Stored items

---

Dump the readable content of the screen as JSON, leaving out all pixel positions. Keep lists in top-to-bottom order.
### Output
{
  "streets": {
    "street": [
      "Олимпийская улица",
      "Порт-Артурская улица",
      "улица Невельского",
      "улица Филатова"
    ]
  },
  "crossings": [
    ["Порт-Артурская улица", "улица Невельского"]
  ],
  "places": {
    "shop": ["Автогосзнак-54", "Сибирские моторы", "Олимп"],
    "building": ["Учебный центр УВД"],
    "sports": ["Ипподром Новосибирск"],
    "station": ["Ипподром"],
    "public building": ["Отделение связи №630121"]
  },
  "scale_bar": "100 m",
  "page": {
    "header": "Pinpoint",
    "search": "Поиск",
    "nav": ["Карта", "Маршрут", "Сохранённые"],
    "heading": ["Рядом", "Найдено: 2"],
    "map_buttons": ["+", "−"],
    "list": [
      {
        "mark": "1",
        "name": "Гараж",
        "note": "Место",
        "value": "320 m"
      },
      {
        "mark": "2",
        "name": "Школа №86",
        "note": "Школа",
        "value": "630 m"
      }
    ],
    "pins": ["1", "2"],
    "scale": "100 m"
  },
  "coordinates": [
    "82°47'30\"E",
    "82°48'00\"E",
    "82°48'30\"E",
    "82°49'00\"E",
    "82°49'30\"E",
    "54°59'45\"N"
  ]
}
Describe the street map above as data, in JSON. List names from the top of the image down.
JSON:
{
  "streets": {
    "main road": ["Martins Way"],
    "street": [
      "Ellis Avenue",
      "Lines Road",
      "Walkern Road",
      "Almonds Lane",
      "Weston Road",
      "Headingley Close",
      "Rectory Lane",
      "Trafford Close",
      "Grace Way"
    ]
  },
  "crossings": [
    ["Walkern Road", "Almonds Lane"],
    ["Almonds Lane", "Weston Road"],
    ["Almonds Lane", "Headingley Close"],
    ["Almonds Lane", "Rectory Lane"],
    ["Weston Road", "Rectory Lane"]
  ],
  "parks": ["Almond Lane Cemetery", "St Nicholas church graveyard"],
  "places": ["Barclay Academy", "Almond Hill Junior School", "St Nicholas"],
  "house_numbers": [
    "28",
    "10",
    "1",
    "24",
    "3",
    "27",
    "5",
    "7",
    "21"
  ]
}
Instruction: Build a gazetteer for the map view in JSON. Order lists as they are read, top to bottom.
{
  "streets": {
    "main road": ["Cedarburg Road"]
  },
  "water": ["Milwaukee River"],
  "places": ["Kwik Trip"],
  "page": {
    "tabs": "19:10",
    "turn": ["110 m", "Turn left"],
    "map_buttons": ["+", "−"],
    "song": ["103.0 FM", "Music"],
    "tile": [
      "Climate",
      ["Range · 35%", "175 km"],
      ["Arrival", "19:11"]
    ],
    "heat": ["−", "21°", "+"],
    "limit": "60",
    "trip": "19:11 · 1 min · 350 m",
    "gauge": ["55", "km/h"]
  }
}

---

WHAT TO PRODUCE
Take the entries above and transcribe them exactly as they stand.

COMPLETED EXERCISE
Dump the readable content of the screen as JSON, leaving out all pixel positions. Keep lists in top-to-bottom order.
### Output
{
  "streets": {
    "street": [
      "Олимпийская улица",
      "Порт-Артурская улица",
      "улица Невельского",
      "улица Филатова"
    ]
  },
  "crossings": [
    ["Порт-Артурская улица", "улица Невельского"]
  ],
  "places": {
    "shop": ["Автогосзнак-54", "Сибирские моторы", "Олимп"],
    "building": ["Учебный центр УВД"],
    "sports": ["Ипподром Новосибирск"],
    "station": ["Ипподром"],
    "public building": ["Отделение связи №630121"]
  },
  "scale_bar": "100 m",
  "page": {
    "header": "Pinpoint",
    "search": "Поиск",
    "nav": ["Карта", "Маршрут", "Сохранённые"],
    "heading": ["Рядом", "Найдено: 2"],
    "map_buttons": ["+", "−"],
    "list": [
      {
        "mark": "1",
        "name": "Гараж",
        "note": "Место",
        "value": "320 m"
      },
      {
        "mark": "2",
        "name": "Школа №86",
        "note": "Школа",
        "value": "630 m"
      }
    ],
    "pins": ["1", "2"],
    "scale": "100 m"
  },
  "coordinates": [
    "82°47'30\"E",
    "82°48'00\"E",
    "82°48'30\"E",
    "82°49'00\"E",
    "82°49'30\"E",
    "54°59'45\"N"
  ]
}
Describe the street map above as data, in JSON. List names from the top of the image down.
JSON:
{
  "streets": {
    "main road": ["Martins Way"],
    "street": [
      "Ellis Avenue",
      "Lines Road",
      "Walkern Road",
      "Almonds Lane",
      "Weston Road",
      "Headingley Close",
      "Rectory Lane",
      "Trafford Close",
      "Grace Way"
    ]
  },
  "crossings": [
    ["Walkern Road", "Almonds Lane"],
    ["Almonds Lane", "Weston Road"],
    ["Almonds Lane", "Headingley Close"],
    ["Almonds Lane", "Rectory Lane"],
    ["Weston Road", "Rectory Lane"]
  ],
  "parks": ["Almond Lane Cemetery", "St Nicholas church graveyard"],
  "places": ["Barclay Academy", "Almond Hill Junior School", "St Nicholas"],
  "house_numbers": [
    "28",
    "10",
    "1",
    "24",
    "3",
    "27",
    "5",
    "7",
    "21"
  ]
}
Instruction: Build a gazetteer for the map view in JSON. Order lists as they are read, top to bottom.
{
  "streets": {
    "main road": ["Cedarburg Road"]
  },
  "water": ["Milwaukee River"],
  "places": ["Kwik Trip"],
  "page": {
    "tabs": "19:10",
    "turn": ["110 m", "Turn left"],
    "map_buttons": ["+", "−"],
    "song": ["103.0 FM", "Music"],
    "tile": [
      "Climate",
      ["Range · 35%", "175 km"],
      ["Arrival", "19:11"]
    ],
    "heat": ["−", "21°", "+"],
    "limit": "60",
    "trip": "19:11 · 1 min · 350 m",
    "gauge": ["55", "km/h"]
  }
}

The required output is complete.